→ Instructions for the task: A word-for-word transcript of the closing lines is required: from the one with "Detect all labels, symbols" through the final line of the data.

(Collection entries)
● ● ● ● ●

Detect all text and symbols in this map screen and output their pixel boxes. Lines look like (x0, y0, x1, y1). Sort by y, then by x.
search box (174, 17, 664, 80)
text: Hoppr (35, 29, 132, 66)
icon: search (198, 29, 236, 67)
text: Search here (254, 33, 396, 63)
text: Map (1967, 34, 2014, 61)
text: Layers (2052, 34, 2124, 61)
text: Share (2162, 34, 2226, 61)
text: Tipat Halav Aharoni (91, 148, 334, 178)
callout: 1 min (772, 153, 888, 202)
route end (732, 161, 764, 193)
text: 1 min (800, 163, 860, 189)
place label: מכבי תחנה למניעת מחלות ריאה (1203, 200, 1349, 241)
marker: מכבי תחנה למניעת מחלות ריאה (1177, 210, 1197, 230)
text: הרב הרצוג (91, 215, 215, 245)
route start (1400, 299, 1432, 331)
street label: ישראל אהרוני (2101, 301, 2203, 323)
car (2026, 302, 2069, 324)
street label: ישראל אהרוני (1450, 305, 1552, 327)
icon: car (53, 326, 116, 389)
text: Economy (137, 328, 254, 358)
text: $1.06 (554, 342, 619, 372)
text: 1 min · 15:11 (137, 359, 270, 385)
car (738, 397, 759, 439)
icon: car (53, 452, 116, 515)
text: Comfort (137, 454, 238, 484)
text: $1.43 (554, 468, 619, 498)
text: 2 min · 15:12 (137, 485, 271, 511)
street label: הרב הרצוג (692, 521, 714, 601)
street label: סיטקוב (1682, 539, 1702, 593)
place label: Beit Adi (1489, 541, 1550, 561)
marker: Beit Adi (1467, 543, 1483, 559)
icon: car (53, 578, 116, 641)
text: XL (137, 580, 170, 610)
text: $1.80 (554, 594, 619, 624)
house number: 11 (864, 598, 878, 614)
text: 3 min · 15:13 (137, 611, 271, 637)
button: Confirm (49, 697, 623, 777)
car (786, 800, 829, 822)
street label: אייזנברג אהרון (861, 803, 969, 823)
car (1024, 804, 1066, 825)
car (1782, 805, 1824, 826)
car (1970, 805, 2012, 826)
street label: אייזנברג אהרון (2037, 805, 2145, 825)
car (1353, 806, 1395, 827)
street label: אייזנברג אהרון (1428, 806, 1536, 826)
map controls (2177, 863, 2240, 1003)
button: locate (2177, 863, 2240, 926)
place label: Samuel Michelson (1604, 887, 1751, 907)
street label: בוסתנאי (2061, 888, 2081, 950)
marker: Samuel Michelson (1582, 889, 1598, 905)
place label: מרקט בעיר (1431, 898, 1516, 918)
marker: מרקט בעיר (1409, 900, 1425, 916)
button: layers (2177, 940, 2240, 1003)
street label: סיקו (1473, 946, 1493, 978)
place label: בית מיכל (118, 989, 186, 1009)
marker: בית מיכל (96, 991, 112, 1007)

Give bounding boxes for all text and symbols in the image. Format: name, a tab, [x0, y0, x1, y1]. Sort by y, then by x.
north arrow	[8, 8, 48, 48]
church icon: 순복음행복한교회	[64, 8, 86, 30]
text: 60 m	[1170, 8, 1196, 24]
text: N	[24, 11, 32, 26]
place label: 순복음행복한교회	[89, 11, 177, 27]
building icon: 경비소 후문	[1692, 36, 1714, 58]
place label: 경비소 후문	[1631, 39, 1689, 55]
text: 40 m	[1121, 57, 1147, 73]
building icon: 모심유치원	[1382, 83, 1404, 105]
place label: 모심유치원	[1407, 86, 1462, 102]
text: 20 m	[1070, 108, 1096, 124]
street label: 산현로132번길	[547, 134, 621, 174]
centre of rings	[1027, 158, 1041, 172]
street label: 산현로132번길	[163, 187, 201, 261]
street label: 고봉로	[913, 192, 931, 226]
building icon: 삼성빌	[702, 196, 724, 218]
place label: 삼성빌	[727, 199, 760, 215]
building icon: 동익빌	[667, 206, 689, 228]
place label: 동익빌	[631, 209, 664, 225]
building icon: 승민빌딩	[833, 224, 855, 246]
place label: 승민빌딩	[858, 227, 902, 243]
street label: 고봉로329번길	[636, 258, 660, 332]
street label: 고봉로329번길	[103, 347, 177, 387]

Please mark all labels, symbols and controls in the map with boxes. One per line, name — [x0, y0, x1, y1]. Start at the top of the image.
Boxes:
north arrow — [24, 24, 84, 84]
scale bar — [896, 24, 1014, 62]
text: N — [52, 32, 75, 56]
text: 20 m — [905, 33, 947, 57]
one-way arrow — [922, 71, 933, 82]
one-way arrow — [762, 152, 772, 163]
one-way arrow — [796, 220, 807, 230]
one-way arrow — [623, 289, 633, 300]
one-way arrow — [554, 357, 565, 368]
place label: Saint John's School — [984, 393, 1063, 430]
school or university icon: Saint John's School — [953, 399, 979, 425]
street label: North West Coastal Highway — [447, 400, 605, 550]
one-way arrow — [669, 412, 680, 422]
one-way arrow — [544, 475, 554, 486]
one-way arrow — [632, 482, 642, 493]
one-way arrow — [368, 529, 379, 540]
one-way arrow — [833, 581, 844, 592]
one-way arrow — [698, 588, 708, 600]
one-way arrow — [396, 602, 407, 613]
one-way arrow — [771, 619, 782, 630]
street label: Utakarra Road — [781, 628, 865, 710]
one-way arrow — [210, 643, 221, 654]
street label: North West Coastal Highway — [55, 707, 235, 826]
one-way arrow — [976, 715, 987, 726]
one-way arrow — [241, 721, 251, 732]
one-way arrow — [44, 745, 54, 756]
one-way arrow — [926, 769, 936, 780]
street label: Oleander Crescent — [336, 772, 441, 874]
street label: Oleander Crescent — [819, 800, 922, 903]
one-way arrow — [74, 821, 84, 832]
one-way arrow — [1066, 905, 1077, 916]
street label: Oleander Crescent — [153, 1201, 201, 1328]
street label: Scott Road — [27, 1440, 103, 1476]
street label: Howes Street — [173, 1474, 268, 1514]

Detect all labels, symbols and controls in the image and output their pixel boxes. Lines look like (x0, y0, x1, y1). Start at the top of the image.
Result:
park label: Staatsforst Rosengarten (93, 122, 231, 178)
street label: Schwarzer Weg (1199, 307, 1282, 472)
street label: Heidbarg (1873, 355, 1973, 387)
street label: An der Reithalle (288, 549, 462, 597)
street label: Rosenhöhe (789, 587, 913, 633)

● ● ● ● ●

→ Response to the exercise:
Detect all labels, symbols and controls in the image and output their pixel boxes. Lines look like (x0, y0, x1, y1). Start at the top of the image.
Result:
park label: Staatsforst Rosengarten (93, 122, 231, 178)
street label: Schwarzer Weg (1199, 307, 1282, 472)
street label: Heidbarg (1873, 355, 1973, 387)
street label: An der Reithalle (288, 549, 462, 597)
street label: Rosenhöhe (789, 587, 913, 633)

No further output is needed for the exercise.